→ **WORK INSTRUCTIONS**:
Using the entries that follow, give the number of lines containing the string "tools". Write nothing besides that number.
──────── INFORMATION GIVEN ────────
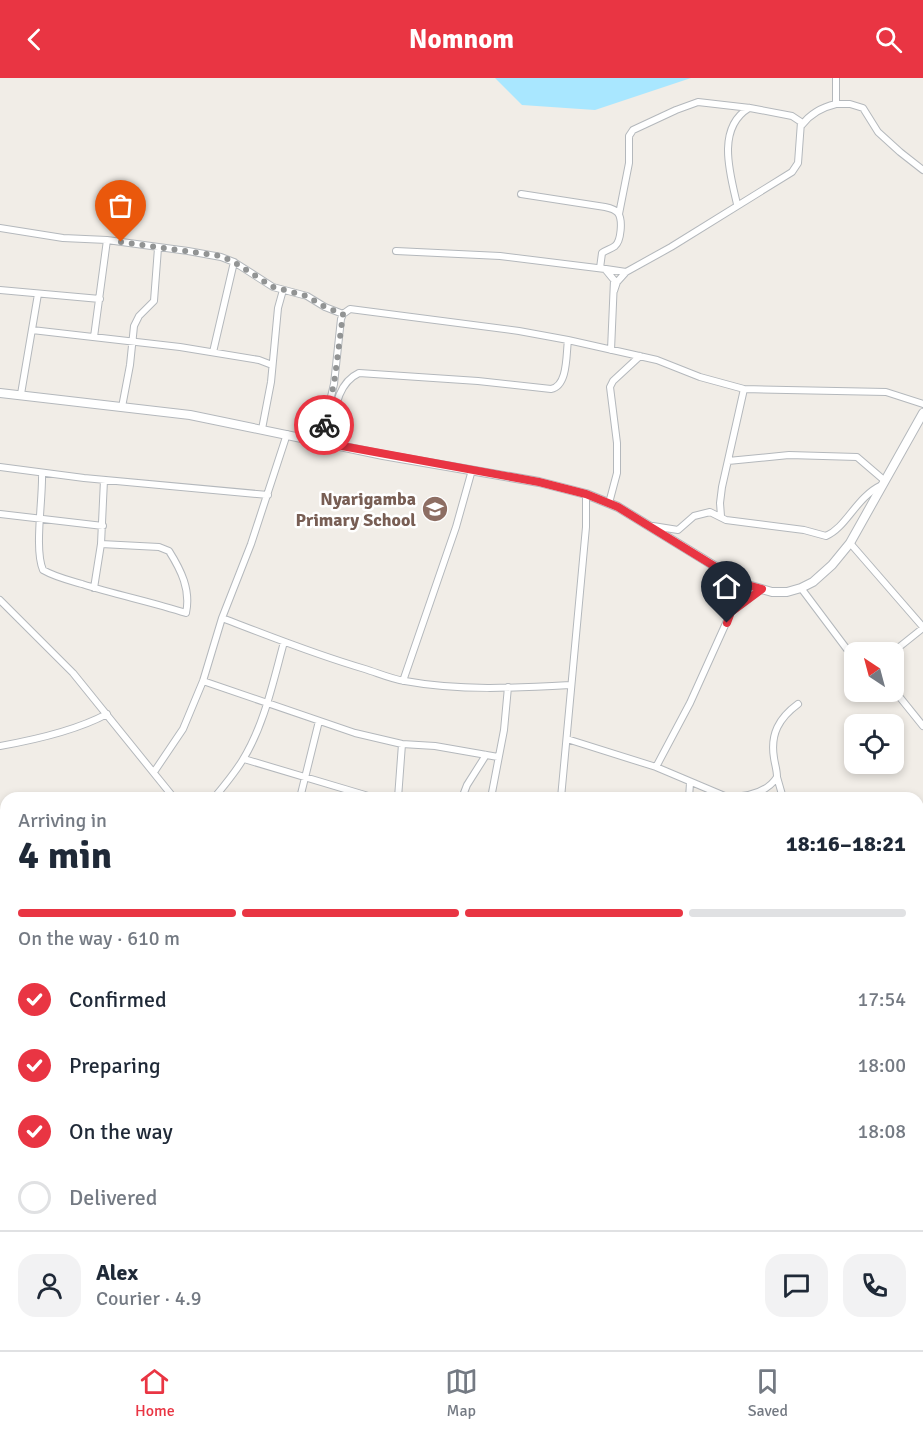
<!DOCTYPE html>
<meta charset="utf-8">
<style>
:root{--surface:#fff;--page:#f2f2f3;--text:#1f2937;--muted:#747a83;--line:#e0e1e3;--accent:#e93543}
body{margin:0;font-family:Signika,sans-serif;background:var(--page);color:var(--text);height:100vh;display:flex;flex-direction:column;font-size:22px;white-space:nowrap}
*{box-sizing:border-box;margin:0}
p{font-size:20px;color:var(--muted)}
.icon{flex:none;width:33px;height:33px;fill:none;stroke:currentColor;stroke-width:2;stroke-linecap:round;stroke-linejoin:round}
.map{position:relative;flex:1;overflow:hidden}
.sheet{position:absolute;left:0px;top:714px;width:924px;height:558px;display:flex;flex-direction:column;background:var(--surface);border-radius:18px 18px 0 0;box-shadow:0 3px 9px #0003}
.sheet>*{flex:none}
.needle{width:39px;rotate:324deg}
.tools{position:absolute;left:844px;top:564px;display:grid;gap:12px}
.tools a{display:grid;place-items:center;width:60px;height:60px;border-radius:12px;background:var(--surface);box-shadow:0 3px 9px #0003;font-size:30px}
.pin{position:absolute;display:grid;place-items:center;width:51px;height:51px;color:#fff;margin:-62px -26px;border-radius:50% 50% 50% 0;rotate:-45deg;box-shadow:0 0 6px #0007}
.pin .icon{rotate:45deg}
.courier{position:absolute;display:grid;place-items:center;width:60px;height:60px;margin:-30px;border:4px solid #e93543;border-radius:50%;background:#fff;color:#222;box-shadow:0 2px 8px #0007}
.head em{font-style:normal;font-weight:700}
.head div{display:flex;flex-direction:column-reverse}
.head{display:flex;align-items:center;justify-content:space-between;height:102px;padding:0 18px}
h1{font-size:39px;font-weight:700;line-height:45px}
.bar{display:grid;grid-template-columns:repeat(4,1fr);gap:9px 6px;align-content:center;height:72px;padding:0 18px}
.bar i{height:8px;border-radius:4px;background:var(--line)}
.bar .on{background:var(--accent)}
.bar p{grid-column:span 4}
.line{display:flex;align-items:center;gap:15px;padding:0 18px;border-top:2px solid var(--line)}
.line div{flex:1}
.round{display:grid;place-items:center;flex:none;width:63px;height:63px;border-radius:18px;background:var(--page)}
ol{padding:0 18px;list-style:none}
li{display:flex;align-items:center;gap:18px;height:66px}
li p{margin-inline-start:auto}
li .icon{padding:6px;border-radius:50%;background:var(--accent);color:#fff;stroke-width:4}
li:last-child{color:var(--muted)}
li i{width:33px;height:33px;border:3px solid var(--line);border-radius:50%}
header{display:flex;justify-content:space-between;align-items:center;height:78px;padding:0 18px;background:var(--accent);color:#fff;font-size:27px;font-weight:700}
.menu{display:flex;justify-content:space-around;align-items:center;height:84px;border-top:2px solid var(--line);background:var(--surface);font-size:16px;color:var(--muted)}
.menu a{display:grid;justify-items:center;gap:3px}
.menu .on{color:var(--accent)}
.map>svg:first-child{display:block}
</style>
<header><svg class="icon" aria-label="back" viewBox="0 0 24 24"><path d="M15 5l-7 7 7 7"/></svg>Nomnom<svg class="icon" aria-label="search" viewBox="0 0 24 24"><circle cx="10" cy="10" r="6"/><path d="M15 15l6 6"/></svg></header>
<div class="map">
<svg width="923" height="1272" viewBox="0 0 923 1272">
<rect width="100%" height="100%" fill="#f1ede7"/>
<!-- water -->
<path fill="#a9e7ff" d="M495 0H691L595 32 522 27Z"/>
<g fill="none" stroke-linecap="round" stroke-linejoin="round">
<!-- minor casing -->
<g stroke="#b4b8bc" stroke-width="8">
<path id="minor" d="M836 26H850L863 30 878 54 900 74 923 92
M802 47C810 36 823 29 836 26V0
M521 116 605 129C610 130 615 131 618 135 623 142 621 163 615 168 611 171 606 172 602 175L600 190
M737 126C730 96 716 50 749 30
M0 150 63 160 107 162 188 173 221 179 234 184 273 209 307 218 325 229 343 236
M396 173 500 178 605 191 614 202 611 272
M606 191 626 194
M0 212 100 221
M614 213 617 204 626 194 671 169 792 94 798 85 801 44 792 38 750 30 698 24 676 32 633 52 629 58V85L619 136
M32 252 180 269 259 282 272 287
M94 259 107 162
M213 274 234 184
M21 316 38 216
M122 329 130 287 134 248 139 238 154 223 158 170
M262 351 271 304 278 230 283 212
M320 365 334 306 341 241 343 236 350 231 519 253 568 262 657 282 700 299 744 311 886 314 923 326
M329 366C335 342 333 307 359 295L478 303 551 311C568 308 566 277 568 262
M728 383 789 377 857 379 885 403
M0 389 84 400 268 417
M42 395C43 421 34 471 43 492 55 499 68 502 82 506 117 517 152 524 186 535 191 512 181 492 169 473L159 469 101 466
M609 425 617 395V365L610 309 613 303 640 278
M0 436 103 448
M721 438 720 425 722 409 744 311
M653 448 678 452 694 438 710 434 726 442 804 452 826 458C847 449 856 419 882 407
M850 465 923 549
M94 510 101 466 104 402
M801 510 855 582
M0 522 73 595 174 720
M222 540C269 558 316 577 365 591 378 595 391 601 405 603 459 613 516 610 570 607
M893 574 923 550
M203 603 355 655 402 666 435 668 498 679
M403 603 456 449 472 392
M894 612 923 648
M567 661 656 689 727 719C745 719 767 715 777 699 777 692 775 687 774 680 770 656 779 640 798 626
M0 668C34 662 77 652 107 636
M244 681 375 720
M656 689 690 625 731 534 762 511
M154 694 183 651 203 603 222 540 251 466 287 356
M777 699 783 720
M214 720C224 708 234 696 242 683 264 648 273 604 284 564
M300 720 319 643
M398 720 402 666
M462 720 467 707 486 677
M491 720 504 652 508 609
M561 720 586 449V416
M689 720 690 705
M918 813 923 805
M0 881 6 882
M918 1017 923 1015
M0 1110 6 1103
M0 1162 6 1164
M0 1242 6 1244
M222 1266 229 1272
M247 1266 251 1272
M490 1266 495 1272
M786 1266 790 1272
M861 1266 865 1272
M157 1270 209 1272
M270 1272 285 1266
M547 1272 553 1266
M656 1272 659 1266
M737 1272 761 1266"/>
</g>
<!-- tertiary casing -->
<g stroke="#b4b8bc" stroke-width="10">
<path id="tertiary" d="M0 315 190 337 383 377 539 404 586 416 618 429 744 506 772 514H787L801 510 813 504 832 487 850 465 923 335"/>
</g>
<!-- minor -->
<use href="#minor" stroke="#fff" stroke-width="6"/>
<!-- tertiary -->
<use href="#tertiary" stroke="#fff" stroke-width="8"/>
</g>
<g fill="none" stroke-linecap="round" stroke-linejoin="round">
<!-- done -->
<path stroke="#929494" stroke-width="6" stroke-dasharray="0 10.8" d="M121 164 221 178 234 184 273 209 307 218 325 229 343 236 334 306 324 347"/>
<!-- route -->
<path stroke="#e93543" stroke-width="8" d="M324 347 320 364 539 404 586 416 618 429 732 499 744 506 762 511 731 534 727 545"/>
</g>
<!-- icons -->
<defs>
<g id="school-disc" transform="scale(1.35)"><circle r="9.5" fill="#8d6e63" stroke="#fff"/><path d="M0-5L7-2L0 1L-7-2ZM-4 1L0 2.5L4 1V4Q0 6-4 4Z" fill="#fff"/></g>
</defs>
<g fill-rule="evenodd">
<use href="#school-disc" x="435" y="431"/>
</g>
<g text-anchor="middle" stroke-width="5" stroke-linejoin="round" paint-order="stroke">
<!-- education labels -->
<g font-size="18" font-weight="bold" fill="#785e54" stroke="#fff" text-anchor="end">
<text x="416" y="427">Nyarigamba<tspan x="416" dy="21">Primary School</tspan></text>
</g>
</g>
</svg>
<div class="tools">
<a><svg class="needle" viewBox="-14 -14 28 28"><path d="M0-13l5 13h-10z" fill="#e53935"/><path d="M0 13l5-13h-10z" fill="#747a83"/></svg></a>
<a><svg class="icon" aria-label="locate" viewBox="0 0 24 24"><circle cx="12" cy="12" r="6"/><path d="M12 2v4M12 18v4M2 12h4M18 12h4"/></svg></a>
</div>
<div class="pin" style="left:121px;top:164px;background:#ea580c"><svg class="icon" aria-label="bag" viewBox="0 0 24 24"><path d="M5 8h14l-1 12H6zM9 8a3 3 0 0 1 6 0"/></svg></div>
<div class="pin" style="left:727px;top:545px;background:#1f2937"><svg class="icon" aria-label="home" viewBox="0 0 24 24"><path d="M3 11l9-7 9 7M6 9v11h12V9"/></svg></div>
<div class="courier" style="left:324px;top:347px"><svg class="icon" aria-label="bike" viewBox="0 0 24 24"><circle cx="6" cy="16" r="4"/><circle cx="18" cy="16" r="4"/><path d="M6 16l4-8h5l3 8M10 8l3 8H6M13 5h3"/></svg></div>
<section class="sheet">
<div class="head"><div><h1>4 min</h1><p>Arriving in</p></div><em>18:16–18:21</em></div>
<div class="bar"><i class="on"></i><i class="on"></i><i class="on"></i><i></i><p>On the way · 610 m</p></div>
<ol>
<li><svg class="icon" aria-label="check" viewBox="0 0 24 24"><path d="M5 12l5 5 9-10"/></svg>Confirmed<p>17:54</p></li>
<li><svg class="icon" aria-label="check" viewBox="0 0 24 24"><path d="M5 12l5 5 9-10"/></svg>Preparing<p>18:00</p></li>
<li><svg class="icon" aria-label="check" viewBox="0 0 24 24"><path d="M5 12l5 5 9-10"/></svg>On the way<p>18:08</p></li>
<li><i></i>Delivered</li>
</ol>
<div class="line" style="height:108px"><a class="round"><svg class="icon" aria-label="person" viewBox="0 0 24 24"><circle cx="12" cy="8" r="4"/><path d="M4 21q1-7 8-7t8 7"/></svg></a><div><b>Alex</b><p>Courier · 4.9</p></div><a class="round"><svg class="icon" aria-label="chat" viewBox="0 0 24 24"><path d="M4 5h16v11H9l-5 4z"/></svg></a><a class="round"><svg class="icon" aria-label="phone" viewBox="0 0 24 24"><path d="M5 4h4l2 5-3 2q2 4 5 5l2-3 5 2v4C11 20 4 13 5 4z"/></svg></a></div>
</section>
</div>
<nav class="menu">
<a class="on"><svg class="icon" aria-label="home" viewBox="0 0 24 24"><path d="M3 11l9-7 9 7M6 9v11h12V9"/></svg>Home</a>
<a><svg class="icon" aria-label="map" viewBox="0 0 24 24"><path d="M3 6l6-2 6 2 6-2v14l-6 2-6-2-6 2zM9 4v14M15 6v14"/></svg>Map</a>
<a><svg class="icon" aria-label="saved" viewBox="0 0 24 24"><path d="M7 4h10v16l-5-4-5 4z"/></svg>Saved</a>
</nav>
────────
→ **EXPECTED OUTPUT**:
3